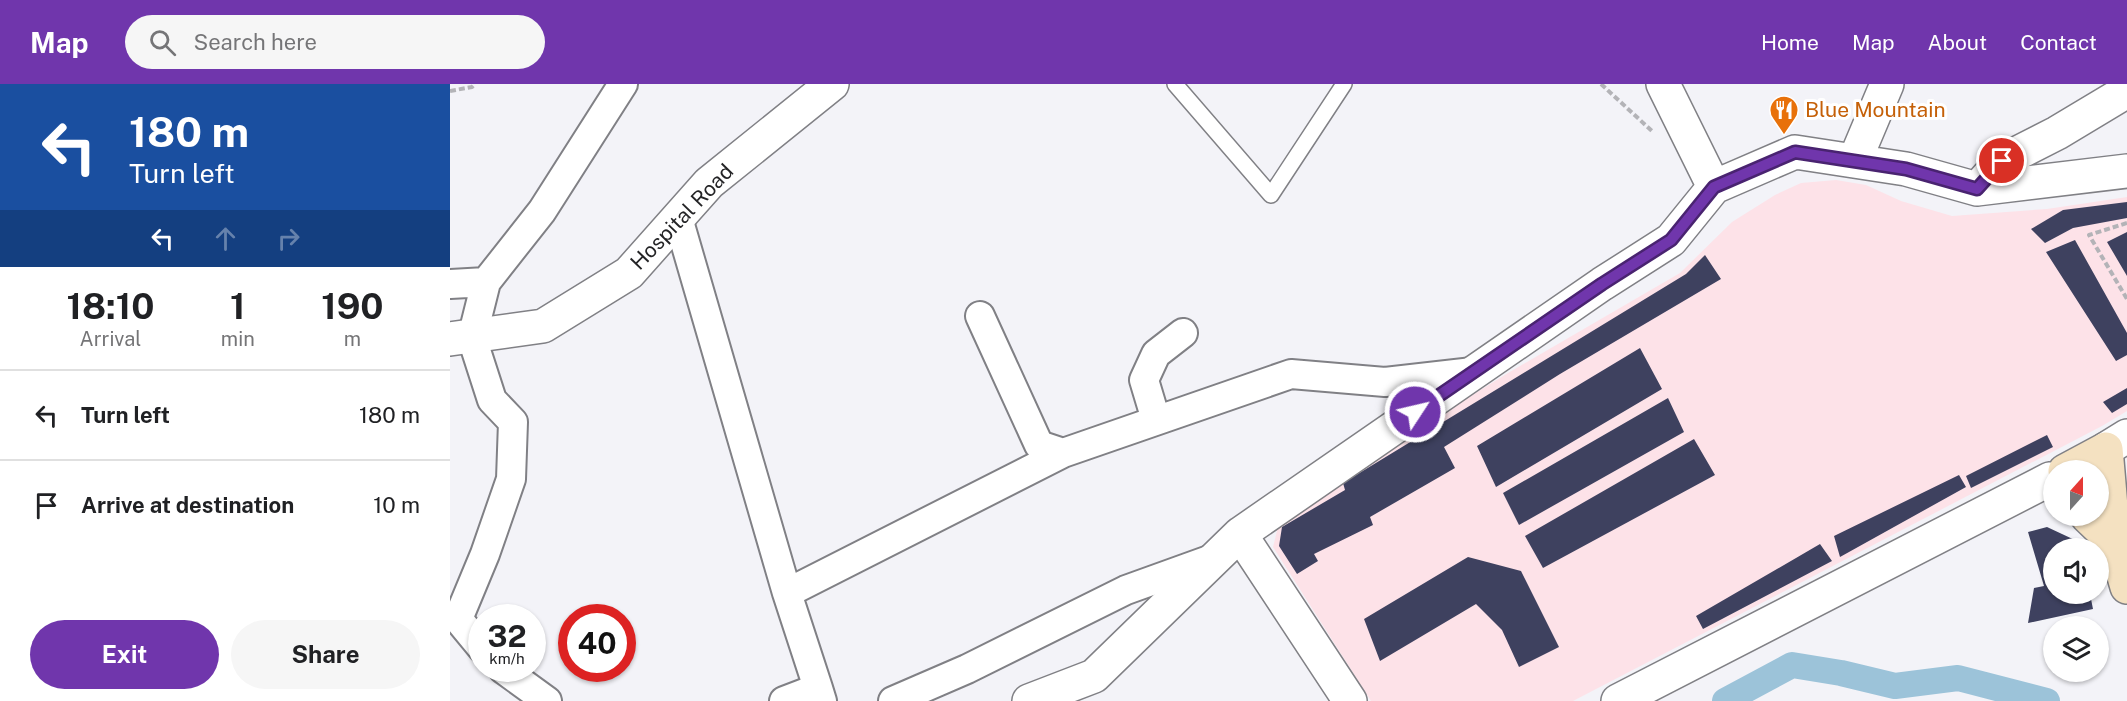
<!DOCTYPE html>
<html lang="en">
<head>
<meta charset="utf-8">
<style>
	:root { --surface:#fff; --page:#f6f6f6; --text:#202124; --muted:#757577; --line:#e0e0e0; --accent:#7036ac }
	body { margin:0; font-family:"Public Sans",sans-serif; background:var(--page); color:var(--text); height:100vh; display:flex; flex-direction:column; font-size:22px; white-space:nowrap }
	* { box-sizing:border-box; margin:0 }
	p { font-size:20px; color:var(--muted) }
	.icon { flex:none; width:33px; height:33px; fill:none; stroke:currentColor; stroke-width:2; stroke-linecap:round; stroke-linejoin:round }
	.map { position:relative; flex:1; overflow:hidden }
	.sheet { display:flex; flex-direction:column; background:var(--surface); width:450px }
	.sheet>* { flex:none }
	.guide { background:#1a4fa0; color:#fff; overflow:hidden }
	.needle { width:39px; rotate:21deg }
	.tools { position:absolute; left:1593px; top:376px; display:grid; gap:12px }
	.tools a { display:grid; place-items:center; width:66px; height:66px; border-radius:50%; background:var(--surface); box-shadow:0 2px 4px #0004; font-size:30px }
	.speed { position:absolute; left:18px; top:520px; display:flex; gap:12px; font-size:30px; font-weight:700; text-align:center }
	.speed>* { display:grid; place-content:center; width:78px; height:78px; border-radius:50%; background:var(--surface); box-shadow:0 2px 4px #0004; line-height:1 }
	.speed small { font-size:15px; font-weight:400 }
	.speed .limit { border:9px solid #d22; background:#fff; color:#111 }
	.pin { position:absolute; display:grid; place-items:center; width:51px; height:51px; color:#fff; margin:-26px; border:3px solid #fff; border-radius:50%; box-shadow:0 2px 6px #0007 }
	.me { position:absolute; width:66px; margin:-33px; rotate:55deg; stroke-linejoin:round; filter:drop-shadow(0 0 4px #0008) }
	.turn { display:flex; align-items:center; gap:21px; height:126px; padding:0 30px; font-size:27px }
	.turn .icon { width:78px; height:78px; stroke-width:2.5 }
	.turn b { display:block; font-size:42px; line-height:51px }
	.lanes { display:flex; align-items:center; height:57px; padding:0 30px; background:#0003; justify-content:center; gap:30px; direction:ltr }
	.lanes .off { opacity:.35 }
	.eta { display:flex; justify-content:space-evenly; align-items:center; height:102px; text-align:center }
	.eta b { font-size:36px; font-weight:700; line-height:42px }
	.cta { display:flex; gap:12px; margin-top:auto; padding:12px 30px }
	.cta a { flex:1; height:69px; border-radius:36px; background:var(--accent); color:#fff; font-size:24px; font-weight:700; line-height:69px; text-align:center }
	.cta a+a { background:var(--page); color:var(--text) }
	ul { padding:0; list-style:none }
	li { display:flex; align-items:center; gap:18px; height:90px; padding:0 30px; border-top:2px solid var(--line) }
	li div { flex:1 }
	li b { display:block; font-size:22px }
	li em { font-style:normal }
	header { display:flex; align-items:center; gap:36px; box-sizing:border-box; height:84px; padding:0 30px; background:var(--accent); color:#fff }
	header strong { font-size:28px }
	nav { display:flex; gap:33px; margin-inline-start:auto; font-size:21px }
	.search { width:420px; height:54px; background:var(--page); display:flex; align-items:center; gap:15px; box-sizing:border-box; padding:0 21px; border-radius:33px; color:var(--muted); font-size:22px }
	main { display:flex; flex:1; min-height:0 }
	.map>svg:first-child { display:block }
</style>
</head>
<body>
<header>
<strong>Map</strong>
<div class="search"><svg class="icon" aria-label="search" viewBox="0 0 24 24"><circle cx="10" cy="10" r="6"/><path d="M15 15l6 6"/></svg>Search here</div>
<nav><a>Home</a><a>Map</a><a>About</a><a>Contact</a></nav>
</header>
<main>
<section class="sheet">
<div class="guide">
<div class="turn"><svg class="icon" aria-label="left" viewBox="0 0 24 24"><path d="M17 20v-9H6M10 6l-5 5 5 5"/></svg><div><b>180 m</b>Turn left</div></div>
<div class="lanes"><svg class="icon" aria-label="left" viewBox="0 0 24 24"><path d="M17 20v-9H6M10 6l-5 5 5 5"/></svg><svg class="icon off" aria-label="ahead" viewBox="0 0 24 24"><path d="M12 20V5M6 11l6-6 6 6"/></svg><svg class="icon off" aria-label="right" viewBox="0 0 24 24"><path d="M7 20v-9h11M14 6l5 5-5 5"/></svg></div>
</div>
<div class="eta">
<div><b>18:10</b><p>Arrival</p></div>
<div><b>1</b><p>min</p></div>
<div><b>190</b><p>m</p></div>
</div>
<ul>
<li><svg class="icon" aria-label="left" viewBox="0 0 24 24"><path d="M17 20v-9H6M10 6l-5 5 5 5"/></svg><div><b>Turn left</b></div><em>180 m</em></li>
<li><svg class="icon" aria-label="arrive" viewBox="0 0 24 24"><path d="M6 21V4h12l-3 4 3 4H6"/></svg><div><b>Arrive at destination</b></div><em>10 m</em></li>
</ul>
<div class="cta"><a>Exit</a><a>Share</a></div>
</section>
<div class="map">
<svg width="1677" height="617" viewBox="0 0 1677 617">
	<rect width="100%" height="100%" fill="#f3f3f8"/>
	<path fill="#fde2e8" d="M1386 96 1416 101 1451 117 1502 132 1597 125 1677 113V327L1652 342 1123 617H921L823 463 829 439 938 363 1058 289 1230 189 1282 138 1325 111 1351 99Z"/>
	<g fill="none" stroke-linecap="round" stroke-linejoin="round">
		<path stroke="#9cc3d9" stroke-width="26" d="M1275 617 1342 581 1391 589 1445 602 1508 594 1597 617"/>
	</g>
	<path fill="#3e415f" d="M1677 118V134L1623 144 1595 159 1581 145 1613 126Z
		M1677 148V192L1657 158Z
		M1625 156 1677 249V271L1666 277 1596 168Z
		M1255 171 1271 195 1110 290 994 363 1005 384 920 433 923 441 864 470 868 477 847 490 829 462 832 443 895 406 893 399 1236 190Z
		M1190 264 1212 305 1046 403 1027 362Z
		M1677 304V320L1662 329 1653 318Z
		M1218 314 1234 348 1069 441 1053 409Z
		M1597 351 1603 363 1521 404 1516 392Z
		M1244 355 1265 391 1093 484 1075 452Z
		M1509 391 1516 403 1390 473 1384 452Z
		M1597 443 1627 457 1629 465H1604V510H1640L1643 525 1578 539 1584 504 1594 502 1578 448Z
		M1370 460 1382 477 1253 545 1246 532Z
		M1018 473 1071 487 1109 563 1069 583 1052 546 1026 520 930 577 914 535Z"/>
	<g fill="none" stroke-linecap="round" stroke-linejoin="round">
		<g stroke="#808085" stroke-width="18">
			<path id="service" d="M725 0 821 111 894 0"/>
		</g>
		<g stroke="#808085" stroke-width="32">
			<path id="minor" d="M228 134 337 509 368 604
				M36 198 92 127 173 0
				M0 200 36 198 22 254 42 316 63 338 61 395 35 470 8 535 32 564
				M530 232 589 361 613 369 841 290 935 298 1023 288
				M706 336 694 296 706 270 733 249
				M337 509 613 369
				M53 585 97 617
				M334 617 368 604 372 617
				M443 617 517 585 676 506 762 475"/>
		</g>
		<g stroke="#808085" stroke-width="36">
			<path id="tertiary" d="M1213 0 1264 103
				M1405 76 1437 0
				M1527 105 1552 77 1607 49 1677 7
				M0 255 93 242 179 189 259 99 382 0
				M1656 365 1677 352
				M579 617 644 592 790 450
				M900 617 790 450 1152 200 1221 156 1264 103 1345 68 1456 85 1527 105 1677 87
				M1168 617 1600 395"/>
		</g>
		<g stroke="#808085" stroke-width="36">
			<path id="secondary" d="M1615 387 1656 365 1664 458 1637 432
				M1664 458 1677 503"/>
		</g>
		<path stroke="#b3b3b7" stroke-width="4" stroke-dasharray="6 3" stroke-linecap="butt" d="M1151 0 1203 48
			M0 7 22 3 25 0
			M1677 139 1639 151 1677 215"/>
		<use href="#service" stroke="#fff" stroke-width="15"/>
		<use href="#minor" stroke="#fff" stroke-width="28"/>
		<use href="#tertiary" stroke="#fff" stroke-width="33"/>
		<use href="#secondary" stroke="#f4e1c1" stroke-width="33"/>
	</g>
	<g fill="none" stroke-linecap="round" stroke-linejoin="round">
		<g stroke="#492370" stroke-width="15">
			<path id="route" d="M965 328 1152 200 1221 156 1264 103 1345 68 1456 85 1527 105 1552 77"/>
		</g>
		<use href="#route" stroke="#7036ac" stroke-width="10"/>
	</g>
	<defs>
		<g id="restaurant-pin" transform="scale(1.5)"><path d="M0 17L-7.5 6A9.5 9.5 0 1 1 7.5 6Z" fill="#e8710a" stroke="#fff"/><path d="M-5-6h1v4h1v-4h1v4h1v-4h1v5L-1.5 .5V6h-2V.5L-5-1ZM5-6V6H3V1.5H1.5Q1.5-4 5-6Z" fill="#fff"/></g>
	</defs>
	<g fill-rule="evenodd">
		<use href="#restaurant-pin" x="1334" y="26"/>
	</g>
	<g text-anchor="middle" stroke-width="6" stroke-linejoin="round" paint-order="stroke">
		<g font-size="21" fill="#c56008" stroke="#fff" text-anchor="start">
			<text x="1355" y="33">Blue Mountain</text>
		</g>
		<g font-size="21" fill="#242426" stroke="#fff">
			<text transform="translate(232 133) rotate(-46)" y="7">Hospital Road</text>
		</g>
	</g>
</svg>
<div class="tools">
<a><svg class="needle" viewBox="-14 -14 28 28"><path d="M0-13l5 13h-10z" fill="#e53935"/><path d="M0 13l5-13h-10z" fill="#757577"/></svg></a>
<a><svg class="icon" aria-label="sound" viewBox="0 0 24 24"><path d="M4 9h4l5-4v14l-5-4H4zM17 9q2 3 0 6"/></svg></a>
<a><svg class="icon" aria-label="layers" viewBox="0 0 24 24"><path d="M12 4l9 5-9 5-9-5zM3 14l9 5 9-5"/></svg></a>
</div>
<div class="speed"><div>32<small>km/h</small></div><div class="limit">40</div></div>
<div class="pin" style="left:1552px;top:77px;background:#d93025"><svg class="icon" aria-label="arrive" viewBox="0 0 24 24"><path d="M6 21V4h12l-3 4 3 4H6"/></svg></div>
<svg class="me" style="left:965px;top:328px" viewBox="-20 -20 40 40"><circle r="17" fill="#7036ac" stroke="#fff" stroke-width="3"/><path d="M0-11L8 9 0 5-8 9z" fill="#fff"/></svg>
</div>
</main>
</body>
</html>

--

### WHAT THE TASK ASKS
Using the records above, set down exactly the lines from the one with "background:var(--page); color:var(--text); height:100vh;" through the one with "position:absolute; left:1593px; top:376px;", inclusive, and nothing more.

### EXERCISE SOLUTION
	body { margin:0; font-family:"Public Sans",sans-serif; background:var(--page); color:var(--text); height:100vh; display:flex; flex-direction:column; font-size:22px; white-space:nowrap }
	* { box-sizing:border-box; margin:0 }
	p { font-size:20px; color:var(--muted) }
	.icon { flex:none; width:33px; height:33px; fill:none; stroke:currentColor; stroke-width:2; stroke-linecap:round; stroke-linejoin:round }
	.map { position:relative; flex:1; overflow:hidden }
	.sheet { display:flex; flex-direction:column; background:var(--surface); width:450px }
	.sheet>* { flex:none }
	.guide { background:#1a4fa0; color:#fff; overflow:hidden }
	.needle { width:39px; rotate:21deg }
	.tools { position:absolute; left:1593px; top:376px; display:grid; gap:12px }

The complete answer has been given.